Celiac disease was found to be present in up to 13% of SBA cases. Moreover, in celiac patients, SBA tends to occur more commonly in the proximal small bowel [3]. No single test has been proven to be the best test of choice for diagnosis of SBA, and usually multiple tests and modalities are needed. The choice of different methods depends on the availability in each institution. Small bowel computed tomography and magnetic resonance studies can be used for imaging of the small bowel. These modalities are non-invasive and can visualize extra luminal findings. However, ionizing radiation and false negative results due to overlapping and under distention of bowel loops are important limitations for their use [1]. Video capsule endoscopy (VCE) can also be used for the diagnosis of SBA, by direct visualization of the small bowel lumen, in a minimally invasive way. Several studies demonstrated that VCE has a better sensitivity than radiological studies [1]. However, VCE is unable to definitively localize the tumor, take biopsies or resect it. Another possible limitation is the risk for capsule retention due to narrowing of the small bowel lumen. However, the removal of the capsule can help identify and treat the causative lesion. Endoscopic techniques used to visualize the small bowel include double or single balloon enteroscopy or intra-operative enteroscopy.
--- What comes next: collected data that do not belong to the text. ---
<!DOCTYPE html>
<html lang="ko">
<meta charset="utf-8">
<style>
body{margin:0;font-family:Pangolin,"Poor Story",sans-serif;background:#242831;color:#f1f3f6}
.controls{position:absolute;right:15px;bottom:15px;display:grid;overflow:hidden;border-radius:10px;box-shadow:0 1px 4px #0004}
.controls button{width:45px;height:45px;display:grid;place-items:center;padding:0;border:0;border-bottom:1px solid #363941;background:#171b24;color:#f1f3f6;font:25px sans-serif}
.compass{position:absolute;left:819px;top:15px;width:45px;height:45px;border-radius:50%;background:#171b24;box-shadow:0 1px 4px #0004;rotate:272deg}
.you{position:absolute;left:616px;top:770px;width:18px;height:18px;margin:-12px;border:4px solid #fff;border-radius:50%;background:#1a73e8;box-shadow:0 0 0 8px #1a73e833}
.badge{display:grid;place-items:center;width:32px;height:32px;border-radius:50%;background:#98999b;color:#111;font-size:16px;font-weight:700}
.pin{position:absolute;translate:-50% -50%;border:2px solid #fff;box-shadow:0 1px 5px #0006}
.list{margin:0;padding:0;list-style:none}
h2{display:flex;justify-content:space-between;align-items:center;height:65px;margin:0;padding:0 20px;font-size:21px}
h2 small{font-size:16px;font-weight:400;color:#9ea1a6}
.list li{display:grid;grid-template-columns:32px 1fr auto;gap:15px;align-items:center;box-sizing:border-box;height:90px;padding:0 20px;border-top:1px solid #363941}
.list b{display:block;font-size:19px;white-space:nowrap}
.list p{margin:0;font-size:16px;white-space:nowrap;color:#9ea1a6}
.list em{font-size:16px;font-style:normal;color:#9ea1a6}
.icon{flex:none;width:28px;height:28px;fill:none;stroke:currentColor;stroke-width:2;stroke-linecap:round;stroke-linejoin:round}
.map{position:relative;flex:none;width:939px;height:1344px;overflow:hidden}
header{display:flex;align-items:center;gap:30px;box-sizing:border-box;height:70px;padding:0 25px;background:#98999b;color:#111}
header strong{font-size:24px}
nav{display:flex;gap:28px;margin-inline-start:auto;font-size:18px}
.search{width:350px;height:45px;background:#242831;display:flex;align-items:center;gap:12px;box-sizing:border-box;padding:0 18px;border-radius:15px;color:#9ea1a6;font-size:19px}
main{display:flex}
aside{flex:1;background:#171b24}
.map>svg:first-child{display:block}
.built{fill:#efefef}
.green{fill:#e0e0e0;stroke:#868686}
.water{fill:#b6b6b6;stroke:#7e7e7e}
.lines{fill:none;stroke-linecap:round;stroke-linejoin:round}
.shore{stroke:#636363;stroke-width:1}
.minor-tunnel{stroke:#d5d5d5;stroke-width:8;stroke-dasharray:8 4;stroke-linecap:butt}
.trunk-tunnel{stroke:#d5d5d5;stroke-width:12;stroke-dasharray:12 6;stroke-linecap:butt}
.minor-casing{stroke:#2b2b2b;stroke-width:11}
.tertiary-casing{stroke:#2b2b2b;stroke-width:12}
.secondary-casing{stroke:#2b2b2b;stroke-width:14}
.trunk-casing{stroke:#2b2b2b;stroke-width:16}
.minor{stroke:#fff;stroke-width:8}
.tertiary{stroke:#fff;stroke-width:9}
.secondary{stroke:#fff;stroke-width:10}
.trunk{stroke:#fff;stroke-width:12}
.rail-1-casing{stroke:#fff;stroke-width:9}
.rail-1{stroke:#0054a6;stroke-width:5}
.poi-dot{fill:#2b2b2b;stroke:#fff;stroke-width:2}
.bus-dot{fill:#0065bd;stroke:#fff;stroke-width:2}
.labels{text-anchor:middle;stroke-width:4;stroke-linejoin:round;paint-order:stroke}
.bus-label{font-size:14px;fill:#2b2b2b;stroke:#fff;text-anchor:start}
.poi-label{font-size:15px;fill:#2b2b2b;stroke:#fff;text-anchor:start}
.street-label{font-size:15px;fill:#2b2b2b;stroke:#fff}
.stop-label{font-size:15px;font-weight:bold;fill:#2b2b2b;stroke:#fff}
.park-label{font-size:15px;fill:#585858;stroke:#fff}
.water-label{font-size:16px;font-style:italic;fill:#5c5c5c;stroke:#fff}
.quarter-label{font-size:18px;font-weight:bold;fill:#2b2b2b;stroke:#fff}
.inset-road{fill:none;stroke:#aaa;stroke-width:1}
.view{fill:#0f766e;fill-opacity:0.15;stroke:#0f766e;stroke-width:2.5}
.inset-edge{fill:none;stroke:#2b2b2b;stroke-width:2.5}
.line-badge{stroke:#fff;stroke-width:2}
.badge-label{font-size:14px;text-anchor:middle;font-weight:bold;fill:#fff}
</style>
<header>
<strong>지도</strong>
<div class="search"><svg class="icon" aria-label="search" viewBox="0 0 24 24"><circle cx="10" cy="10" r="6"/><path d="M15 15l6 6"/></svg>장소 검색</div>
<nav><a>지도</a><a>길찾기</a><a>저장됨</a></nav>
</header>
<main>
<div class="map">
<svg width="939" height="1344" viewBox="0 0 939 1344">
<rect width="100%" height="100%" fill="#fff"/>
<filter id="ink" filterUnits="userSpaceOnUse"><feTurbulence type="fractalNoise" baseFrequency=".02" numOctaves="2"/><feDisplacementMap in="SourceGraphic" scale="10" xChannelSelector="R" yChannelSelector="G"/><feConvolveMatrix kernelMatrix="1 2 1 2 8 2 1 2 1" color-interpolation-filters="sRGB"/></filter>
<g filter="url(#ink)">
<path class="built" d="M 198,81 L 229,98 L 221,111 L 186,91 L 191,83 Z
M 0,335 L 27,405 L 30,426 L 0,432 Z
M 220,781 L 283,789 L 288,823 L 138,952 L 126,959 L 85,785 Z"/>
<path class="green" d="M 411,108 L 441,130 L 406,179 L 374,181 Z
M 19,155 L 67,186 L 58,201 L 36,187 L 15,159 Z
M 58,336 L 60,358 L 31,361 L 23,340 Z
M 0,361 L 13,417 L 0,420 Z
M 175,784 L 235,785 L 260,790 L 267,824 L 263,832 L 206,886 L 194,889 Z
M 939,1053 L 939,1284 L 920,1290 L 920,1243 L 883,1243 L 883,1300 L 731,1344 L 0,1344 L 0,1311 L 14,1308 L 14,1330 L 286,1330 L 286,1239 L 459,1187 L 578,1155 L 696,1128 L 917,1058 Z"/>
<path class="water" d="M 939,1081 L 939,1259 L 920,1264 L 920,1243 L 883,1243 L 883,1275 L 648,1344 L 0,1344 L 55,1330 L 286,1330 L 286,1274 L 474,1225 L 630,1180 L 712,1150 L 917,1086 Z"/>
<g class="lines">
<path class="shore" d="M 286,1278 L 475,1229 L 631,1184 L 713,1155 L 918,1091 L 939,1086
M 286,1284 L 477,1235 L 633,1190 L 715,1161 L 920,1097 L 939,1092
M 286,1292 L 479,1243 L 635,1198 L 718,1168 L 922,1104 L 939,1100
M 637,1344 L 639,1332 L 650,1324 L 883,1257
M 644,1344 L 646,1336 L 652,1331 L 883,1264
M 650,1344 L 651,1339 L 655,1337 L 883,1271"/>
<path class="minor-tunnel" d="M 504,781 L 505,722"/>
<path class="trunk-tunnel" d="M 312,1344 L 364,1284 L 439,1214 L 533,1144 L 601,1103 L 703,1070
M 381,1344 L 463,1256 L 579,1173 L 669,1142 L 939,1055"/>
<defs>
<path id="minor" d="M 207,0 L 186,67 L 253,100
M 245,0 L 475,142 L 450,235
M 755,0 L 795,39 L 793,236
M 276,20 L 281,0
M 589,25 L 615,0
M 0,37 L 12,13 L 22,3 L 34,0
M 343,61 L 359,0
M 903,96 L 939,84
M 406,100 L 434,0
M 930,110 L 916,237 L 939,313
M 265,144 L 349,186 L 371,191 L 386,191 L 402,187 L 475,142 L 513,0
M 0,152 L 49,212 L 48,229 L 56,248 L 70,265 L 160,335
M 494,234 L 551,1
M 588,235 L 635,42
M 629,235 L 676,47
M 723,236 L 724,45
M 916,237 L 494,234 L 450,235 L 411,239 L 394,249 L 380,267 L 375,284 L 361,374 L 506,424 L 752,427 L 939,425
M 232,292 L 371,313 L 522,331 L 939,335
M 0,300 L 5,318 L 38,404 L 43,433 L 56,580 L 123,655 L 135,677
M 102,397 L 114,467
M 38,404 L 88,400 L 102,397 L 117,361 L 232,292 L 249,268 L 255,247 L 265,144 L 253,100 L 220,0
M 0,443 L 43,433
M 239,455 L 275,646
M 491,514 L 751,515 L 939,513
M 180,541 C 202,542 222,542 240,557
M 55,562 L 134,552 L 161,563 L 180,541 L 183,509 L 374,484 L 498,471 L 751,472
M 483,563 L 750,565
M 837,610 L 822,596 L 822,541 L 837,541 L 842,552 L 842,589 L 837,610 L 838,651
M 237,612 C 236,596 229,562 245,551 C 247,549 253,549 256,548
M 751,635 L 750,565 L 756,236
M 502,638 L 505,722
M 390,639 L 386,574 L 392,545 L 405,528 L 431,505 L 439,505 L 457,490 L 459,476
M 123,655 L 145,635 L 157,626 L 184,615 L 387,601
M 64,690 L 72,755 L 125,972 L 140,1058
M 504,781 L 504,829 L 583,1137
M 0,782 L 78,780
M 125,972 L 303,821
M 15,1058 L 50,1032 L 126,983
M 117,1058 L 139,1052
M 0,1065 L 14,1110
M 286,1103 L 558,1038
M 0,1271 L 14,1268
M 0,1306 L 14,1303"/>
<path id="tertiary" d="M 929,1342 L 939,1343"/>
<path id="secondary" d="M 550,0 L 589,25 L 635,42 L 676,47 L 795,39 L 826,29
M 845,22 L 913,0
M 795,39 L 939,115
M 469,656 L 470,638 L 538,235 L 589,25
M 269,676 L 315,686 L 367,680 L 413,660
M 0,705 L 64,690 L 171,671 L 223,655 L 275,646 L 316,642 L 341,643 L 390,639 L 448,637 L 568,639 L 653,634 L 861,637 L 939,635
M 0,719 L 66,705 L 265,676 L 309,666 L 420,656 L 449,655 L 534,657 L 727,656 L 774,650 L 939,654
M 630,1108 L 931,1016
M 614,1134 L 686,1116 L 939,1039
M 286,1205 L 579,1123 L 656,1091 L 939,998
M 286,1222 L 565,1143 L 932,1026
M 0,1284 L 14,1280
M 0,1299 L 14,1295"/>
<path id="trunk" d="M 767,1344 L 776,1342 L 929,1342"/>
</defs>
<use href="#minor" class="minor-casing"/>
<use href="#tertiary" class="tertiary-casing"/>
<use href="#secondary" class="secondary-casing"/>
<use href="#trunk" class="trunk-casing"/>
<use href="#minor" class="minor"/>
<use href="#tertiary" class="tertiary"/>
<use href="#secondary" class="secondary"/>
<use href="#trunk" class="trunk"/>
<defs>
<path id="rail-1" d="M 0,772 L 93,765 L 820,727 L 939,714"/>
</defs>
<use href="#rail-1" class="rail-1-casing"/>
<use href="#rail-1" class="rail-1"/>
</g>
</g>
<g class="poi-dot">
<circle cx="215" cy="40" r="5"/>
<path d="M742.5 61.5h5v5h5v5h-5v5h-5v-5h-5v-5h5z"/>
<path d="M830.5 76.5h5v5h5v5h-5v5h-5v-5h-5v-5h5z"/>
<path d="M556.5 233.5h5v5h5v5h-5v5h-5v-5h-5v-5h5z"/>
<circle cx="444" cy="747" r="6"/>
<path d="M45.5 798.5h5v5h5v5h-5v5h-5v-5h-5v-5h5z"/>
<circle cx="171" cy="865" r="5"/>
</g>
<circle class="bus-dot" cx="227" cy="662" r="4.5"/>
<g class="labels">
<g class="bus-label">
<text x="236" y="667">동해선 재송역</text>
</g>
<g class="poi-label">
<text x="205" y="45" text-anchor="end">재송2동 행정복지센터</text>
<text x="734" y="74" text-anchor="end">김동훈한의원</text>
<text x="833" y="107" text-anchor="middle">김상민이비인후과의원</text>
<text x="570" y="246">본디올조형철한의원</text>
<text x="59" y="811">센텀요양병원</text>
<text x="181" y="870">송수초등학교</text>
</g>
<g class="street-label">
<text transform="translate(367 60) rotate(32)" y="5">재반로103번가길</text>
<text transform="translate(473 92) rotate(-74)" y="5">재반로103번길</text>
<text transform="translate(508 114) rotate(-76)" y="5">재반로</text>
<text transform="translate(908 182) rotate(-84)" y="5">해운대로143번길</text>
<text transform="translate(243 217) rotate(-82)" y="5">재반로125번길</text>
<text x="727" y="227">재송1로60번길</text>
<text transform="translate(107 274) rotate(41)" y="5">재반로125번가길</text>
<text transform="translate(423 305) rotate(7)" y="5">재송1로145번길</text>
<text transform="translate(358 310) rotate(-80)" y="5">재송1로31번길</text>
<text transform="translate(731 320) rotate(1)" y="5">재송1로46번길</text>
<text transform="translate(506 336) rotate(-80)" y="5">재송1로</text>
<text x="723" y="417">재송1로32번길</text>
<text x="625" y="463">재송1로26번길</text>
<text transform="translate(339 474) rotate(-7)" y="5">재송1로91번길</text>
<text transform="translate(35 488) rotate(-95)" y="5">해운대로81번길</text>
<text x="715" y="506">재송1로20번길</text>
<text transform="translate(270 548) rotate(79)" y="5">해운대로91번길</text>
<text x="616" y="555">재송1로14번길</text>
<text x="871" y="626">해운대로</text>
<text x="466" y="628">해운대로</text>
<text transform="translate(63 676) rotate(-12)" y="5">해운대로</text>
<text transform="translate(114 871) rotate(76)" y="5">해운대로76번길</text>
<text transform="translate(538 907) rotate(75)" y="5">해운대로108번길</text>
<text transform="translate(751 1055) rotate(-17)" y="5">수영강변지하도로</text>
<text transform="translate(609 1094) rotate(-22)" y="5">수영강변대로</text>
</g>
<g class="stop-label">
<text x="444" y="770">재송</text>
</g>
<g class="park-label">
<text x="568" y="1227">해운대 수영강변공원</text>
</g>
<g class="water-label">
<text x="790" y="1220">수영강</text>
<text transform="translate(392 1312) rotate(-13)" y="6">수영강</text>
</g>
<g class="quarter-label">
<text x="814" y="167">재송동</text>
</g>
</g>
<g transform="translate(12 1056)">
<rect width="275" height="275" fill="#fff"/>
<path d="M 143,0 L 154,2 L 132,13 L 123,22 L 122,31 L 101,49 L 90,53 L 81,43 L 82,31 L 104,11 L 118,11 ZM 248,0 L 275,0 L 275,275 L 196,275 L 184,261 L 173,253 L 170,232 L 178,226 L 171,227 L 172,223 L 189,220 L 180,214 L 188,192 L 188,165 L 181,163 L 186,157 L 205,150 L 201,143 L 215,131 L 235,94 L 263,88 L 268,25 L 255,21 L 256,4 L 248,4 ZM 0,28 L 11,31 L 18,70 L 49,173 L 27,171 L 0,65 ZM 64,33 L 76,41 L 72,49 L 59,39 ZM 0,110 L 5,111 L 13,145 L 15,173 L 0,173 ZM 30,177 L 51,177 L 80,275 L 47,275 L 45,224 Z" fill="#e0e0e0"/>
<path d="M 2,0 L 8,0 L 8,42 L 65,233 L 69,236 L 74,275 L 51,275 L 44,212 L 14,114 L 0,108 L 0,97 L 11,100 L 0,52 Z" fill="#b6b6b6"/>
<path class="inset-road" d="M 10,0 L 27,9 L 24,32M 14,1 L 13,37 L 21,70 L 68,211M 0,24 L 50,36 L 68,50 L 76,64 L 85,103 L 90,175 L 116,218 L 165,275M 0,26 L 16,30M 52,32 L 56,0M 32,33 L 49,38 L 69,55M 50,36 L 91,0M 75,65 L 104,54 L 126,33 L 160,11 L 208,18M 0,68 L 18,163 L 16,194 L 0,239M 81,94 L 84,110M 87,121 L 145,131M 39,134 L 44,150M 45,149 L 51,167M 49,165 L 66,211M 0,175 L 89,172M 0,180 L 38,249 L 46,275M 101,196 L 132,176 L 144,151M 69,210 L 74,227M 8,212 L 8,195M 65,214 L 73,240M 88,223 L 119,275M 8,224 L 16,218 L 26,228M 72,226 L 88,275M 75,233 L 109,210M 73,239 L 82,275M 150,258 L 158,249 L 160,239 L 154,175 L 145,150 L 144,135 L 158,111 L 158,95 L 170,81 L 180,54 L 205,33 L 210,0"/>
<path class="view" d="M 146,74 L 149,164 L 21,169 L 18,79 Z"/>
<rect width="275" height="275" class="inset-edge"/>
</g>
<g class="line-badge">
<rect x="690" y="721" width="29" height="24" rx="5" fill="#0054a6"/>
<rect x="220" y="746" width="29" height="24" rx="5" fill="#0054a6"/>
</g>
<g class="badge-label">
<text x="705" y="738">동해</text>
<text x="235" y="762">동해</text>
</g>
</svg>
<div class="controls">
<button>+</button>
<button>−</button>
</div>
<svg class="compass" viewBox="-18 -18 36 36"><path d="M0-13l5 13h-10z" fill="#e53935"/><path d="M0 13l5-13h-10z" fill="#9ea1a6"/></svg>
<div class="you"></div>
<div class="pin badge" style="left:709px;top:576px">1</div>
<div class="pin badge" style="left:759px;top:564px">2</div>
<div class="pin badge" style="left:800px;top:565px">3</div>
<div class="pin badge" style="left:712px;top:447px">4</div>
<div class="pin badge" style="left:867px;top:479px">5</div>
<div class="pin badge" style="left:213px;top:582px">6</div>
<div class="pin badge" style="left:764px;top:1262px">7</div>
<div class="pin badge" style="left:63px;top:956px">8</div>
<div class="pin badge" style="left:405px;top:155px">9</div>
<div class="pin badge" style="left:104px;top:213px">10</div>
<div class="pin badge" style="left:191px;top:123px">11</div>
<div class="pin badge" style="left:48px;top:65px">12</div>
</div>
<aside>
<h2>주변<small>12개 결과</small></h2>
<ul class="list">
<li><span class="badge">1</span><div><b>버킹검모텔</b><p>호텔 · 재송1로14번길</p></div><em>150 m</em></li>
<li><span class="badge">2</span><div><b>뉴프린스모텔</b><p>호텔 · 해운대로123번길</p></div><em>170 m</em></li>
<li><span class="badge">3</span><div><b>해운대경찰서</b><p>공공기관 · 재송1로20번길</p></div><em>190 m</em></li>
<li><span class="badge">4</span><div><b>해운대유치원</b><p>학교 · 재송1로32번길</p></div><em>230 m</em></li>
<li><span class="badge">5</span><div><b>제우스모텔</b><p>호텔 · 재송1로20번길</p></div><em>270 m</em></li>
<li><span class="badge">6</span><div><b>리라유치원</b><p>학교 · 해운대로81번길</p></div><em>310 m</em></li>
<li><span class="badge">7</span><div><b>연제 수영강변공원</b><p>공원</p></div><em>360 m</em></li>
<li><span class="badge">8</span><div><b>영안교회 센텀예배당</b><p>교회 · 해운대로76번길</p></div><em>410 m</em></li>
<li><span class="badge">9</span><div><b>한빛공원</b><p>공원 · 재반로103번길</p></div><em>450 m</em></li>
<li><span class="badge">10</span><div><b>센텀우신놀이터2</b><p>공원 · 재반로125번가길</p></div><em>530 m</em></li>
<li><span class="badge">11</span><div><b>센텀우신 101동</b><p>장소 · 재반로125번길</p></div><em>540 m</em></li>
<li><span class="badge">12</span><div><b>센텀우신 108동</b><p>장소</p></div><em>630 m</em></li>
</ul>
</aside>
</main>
Treatment of SBA is primarily surgical, whether be it extensive or segmental resection of small bowel depends on the location of the tumor [2,10]. Regional lymph-node involvement or existence of metastasis merits the use of adjuvant chemotherapy [1]. Most chemotherapy regimens use different combinations of drugs used for colorectal cancers. The prognosis in SBA cases is usually poor, usually due to late diagnosis. Five-year survival ranges from 15% to 42% [1,2,4]. Patients diagnosed at an earlier stage tend to have a better prognosis.
In conclusion, this case emphasizes that a high level of suspicion is required in order to diagnose early stage SBA in celiac patients. Moreover, the clinician has to strive for the right diagnosis, using various modalities, in light of the influence of early diagnosis on patient’s morbidity and mortality.